**Work order**:
Send back the whole listing untouched.

**Given records**:
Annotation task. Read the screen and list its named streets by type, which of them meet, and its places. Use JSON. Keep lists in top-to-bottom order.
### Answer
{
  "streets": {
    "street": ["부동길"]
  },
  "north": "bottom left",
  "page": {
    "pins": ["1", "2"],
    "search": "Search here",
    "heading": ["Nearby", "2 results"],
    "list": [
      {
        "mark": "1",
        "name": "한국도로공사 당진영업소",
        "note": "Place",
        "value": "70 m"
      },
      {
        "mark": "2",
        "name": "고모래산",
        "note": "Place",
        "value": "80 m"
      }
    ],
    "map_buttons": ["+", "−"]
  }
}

**Result of the exercise**:
Annotation task. Read the screen and list its named streets by type, which of them meet, and its places. Use JSON. Keep lists in top-to-bottom order.
### Answer
{
  "streets": {
    "street": ["부동길"]
  },
  "north": "bottom left",
  "page": {
    "pins": ["1", "2"],
    "search": "Search here",
    "heading": ["Nearby", "2 results"],
    "list": [
      {
        "mark": "1",
        "name": "한국도로공사 당진영업소",
        "note": "Place",
        "value": "70 m"
      },
      {
        "mark": "2",
        "name": "고모래산",
        "note": "Place",
        "value": "80 m"
      }
    ],
    "map_buttons": ["+", "−"]
  }
}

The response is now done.